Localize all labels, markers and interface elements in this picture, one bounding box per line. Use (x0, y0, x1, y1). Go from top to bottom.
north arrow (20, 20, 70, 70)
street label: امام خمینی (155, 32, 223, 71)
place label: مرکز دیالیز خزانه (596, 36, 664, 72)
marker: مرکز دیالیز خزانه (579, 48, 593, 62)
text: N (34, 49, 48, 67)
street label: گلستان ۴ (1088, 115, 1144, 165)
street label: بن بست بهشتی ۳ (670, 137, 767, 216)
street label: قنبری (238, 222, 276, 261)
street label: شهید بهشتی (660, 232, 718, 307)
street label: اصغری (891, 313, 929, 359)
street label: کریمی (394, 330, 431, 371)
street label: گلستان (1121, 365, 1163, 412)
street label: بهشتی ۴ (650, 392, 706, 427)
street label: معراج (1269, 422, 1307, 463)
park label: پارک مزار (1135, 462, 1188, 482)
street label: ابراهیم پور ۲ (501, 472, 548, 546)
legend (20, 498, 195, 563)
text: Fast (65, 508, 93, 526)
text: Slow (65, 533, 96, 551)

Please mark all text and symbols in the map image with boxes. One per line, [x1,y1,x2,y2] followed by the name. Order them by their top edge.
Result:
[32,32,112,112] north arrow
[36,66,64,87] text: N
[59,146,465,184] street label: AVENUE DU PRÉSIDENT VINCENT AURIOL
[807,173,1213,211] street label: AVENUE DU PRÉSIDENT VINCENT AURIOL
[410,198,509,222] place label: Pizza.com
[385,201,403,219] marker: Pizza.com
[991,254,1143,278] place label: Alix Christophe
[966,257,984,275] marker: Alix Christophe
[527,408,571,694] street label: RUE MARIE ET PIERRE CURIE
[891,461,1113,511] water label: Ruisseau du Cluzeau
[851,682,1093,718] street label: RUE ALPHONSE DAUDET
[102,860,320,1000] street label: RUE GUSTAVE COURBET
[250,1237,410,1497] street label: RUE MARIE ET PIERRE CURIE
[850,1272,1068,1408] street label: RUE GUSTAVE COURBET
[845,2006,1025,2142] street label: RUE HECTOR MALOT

========================================

Every entry above should be given again exactly as shown.

Localize all labels, markers and interface elements in this picture, one bounding box per line. Use (x0, y0, x1, y1). Go from top to bottom.
north arrow (20, 20, 70, 70)
street label: امام خمینی (155, 32, 223, 71)
place label: مرکز دیالیز خزانه (596, 36, 664, 72)
marker: مرکز دیالیز خزانه (579, 48, 593, 62)
text: N (34, 49, 48, 67)
street label: گلستان ۴ (1088, 115, 1144, 165)
street label: بن بست بهشتی ۳ (670, 137, 767, 216)
street label: قنبری (238, 222, 276, 261)
street label: شهید بهشتی (660, 232, 718, 307)
street label: اصغری (891, 313, 929, 359)
street label: کریمی (394, 330, 431, 371)
street label: گلستان (1121, 365, 1163, 412)
street label: بهشتی ۴ (650, 392, 706, 427)
street label: معراج (1269, 422, 1307, 463)
park label: پارک مزار (1135, 462, 1188, 482)
street label: ابراهیم پور ۲ (501, 472, 548, 546)
legend (20, 498, 195, 563)
text: Fast (65, 508, 93, 526)
text: Slow (65, 533, 96, 551)

Please mark all text and symbols in the map image with boxes. One per line, [x1,y1,x2,y2] followed by the name. Order them by their top edge.
Result:
[32,32,112,112] north arrow
[36,66,64,87] text: N
[59,146,465,184] street label: AVENUE DU PRÉSIDENT VINCENT AURIOL
[807,173,1213,211] street label: AVENUE DU PRÉSIDENT VINCENT AURIOL
[410,198,509,222] place label: Pizza.com
[385,201,403,219] marker: Pizza.com
[991,254,1143,278] place label: Alix Christophe
[966,257,984,275] marker: Alix Christophe
[527,408,571,694] street label: RUE MARIE ET PIERRE CURIE
[891,461,1113,511] water label: Ruisseau du Cluzeau
[851,682,1093,718] street label: RUE ALPHONSE DAUDET
[102,860,320,1000] street label: RUE GUSTAVE COURBET
[250,1237,410,1497] street label: RUE MARIE ET PIERRE CURIE
[850,1272,1068,1408] street label: RUE GUSTAVE COURBET
[845,2006,1025,2142] street label: RUE HECTOR MALOT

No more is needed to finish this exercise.